2014-07-05 Thread Eric Auer

Hi Mateusz, hi players, hi mousers :-)

   - Fix for mice that return fake release clicks during an onclick event,

To give some cutemouse background on this: The bug so far affected
only Rugxulo's mouse and only the ctmouse 2.1 branch, which uses
the BIOS PS/2 functions to interact with the mouse. Doing so for
anything beyond 2 button mode is known to be a hack anyway, it is
something that is not officially possible ;-) Rugxulo's mouse does
work with ctmouse 1.9 and 2.0 branches. Version 2.0 does PS/2 mice
using direct 8042 controller I/O, while 1.9 is a more conservative
version (no wheel support, vanilla 2 button PS/2 BIOS calls etc.).

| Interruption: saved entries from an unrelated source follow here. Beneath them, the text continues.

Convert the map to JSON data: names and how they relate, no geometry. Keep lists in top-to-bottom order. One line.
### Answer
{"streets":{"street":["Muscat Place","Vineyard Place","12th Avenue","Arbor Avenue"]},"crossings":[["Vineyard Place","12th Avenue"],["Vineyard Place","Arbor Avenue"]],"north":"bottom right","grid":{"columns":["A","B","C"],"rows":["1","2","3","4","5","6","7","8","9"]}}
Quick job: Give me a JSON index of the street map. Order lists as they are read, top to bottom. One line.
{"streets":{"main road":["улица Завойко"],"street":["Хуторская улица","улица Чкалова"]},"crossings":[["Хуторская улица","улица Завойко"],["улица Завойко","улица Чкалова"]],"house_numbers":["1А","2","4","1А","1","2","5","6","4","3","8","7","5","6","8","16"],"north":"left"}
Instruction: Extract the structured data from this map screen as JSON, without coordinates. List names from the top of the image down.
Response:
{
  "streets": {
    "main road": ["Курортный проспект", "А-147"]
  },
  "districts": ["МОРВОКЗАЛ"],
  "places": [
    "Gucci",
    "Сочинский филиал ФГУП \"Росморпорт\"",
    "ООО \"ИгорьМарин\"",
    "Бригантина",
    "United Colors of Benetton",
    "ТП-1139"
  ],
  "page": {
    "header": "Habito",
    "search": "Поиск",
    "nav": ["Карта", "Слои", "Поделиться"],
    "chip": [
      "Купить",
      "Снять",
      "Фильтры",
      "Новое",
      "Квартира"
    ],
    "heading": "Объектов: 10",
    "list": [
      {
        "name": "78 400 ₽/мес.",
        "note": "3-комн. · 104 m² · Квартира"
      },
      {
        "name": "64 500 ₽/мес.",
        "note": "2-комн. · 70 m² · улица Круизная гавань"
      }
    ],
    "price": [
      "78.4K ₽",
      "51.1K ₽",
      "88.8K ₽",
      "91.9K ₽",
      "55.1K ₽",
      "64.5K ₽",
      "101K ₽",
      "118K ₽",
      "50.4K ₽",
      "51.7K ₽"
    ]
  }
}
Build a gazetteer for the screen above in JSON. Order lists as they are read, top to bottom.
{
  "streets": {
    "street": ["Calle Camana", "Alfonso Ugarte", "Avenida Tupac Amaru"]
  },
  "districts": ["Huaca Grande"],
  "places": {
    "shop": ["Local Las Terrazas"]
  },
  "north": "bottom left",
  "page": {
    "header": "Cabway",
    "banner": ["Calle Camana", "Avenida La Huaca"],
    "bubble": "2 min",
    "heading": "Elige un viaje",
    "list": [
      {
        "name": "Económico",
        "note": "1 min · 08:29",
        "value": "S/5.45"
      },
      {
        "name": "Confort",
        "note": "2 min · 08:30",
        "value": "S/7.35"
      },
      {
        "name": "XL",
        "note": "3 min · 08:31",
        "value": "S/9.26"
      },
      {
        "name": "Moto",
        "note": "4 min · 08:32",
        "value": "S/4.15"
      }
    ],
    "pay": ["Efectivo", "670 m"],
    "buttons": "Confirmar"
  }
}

If your mouse actually uses USB, both PS/2 BIOS and PS/2 8042 fake
are worth trying, so I cannot make a general recommendation. Note
that you have to enable legacy USB support in your BIOS. This is
often the default anyway. If you use separate DOS USB drivers, the
same two styles should be possible.

It would be interesting to hear from you which branch of ctmouse
works best for you :-) I am also interested in hearing which type
of mouse, BIOS and hardware does not work correctly at all with
one or more branches of ctmouse :-)

In any case, please be aware that version 2.1 is not automatically
the best choice for all systems because it has the highest version
number. The other branches are also still worth trying.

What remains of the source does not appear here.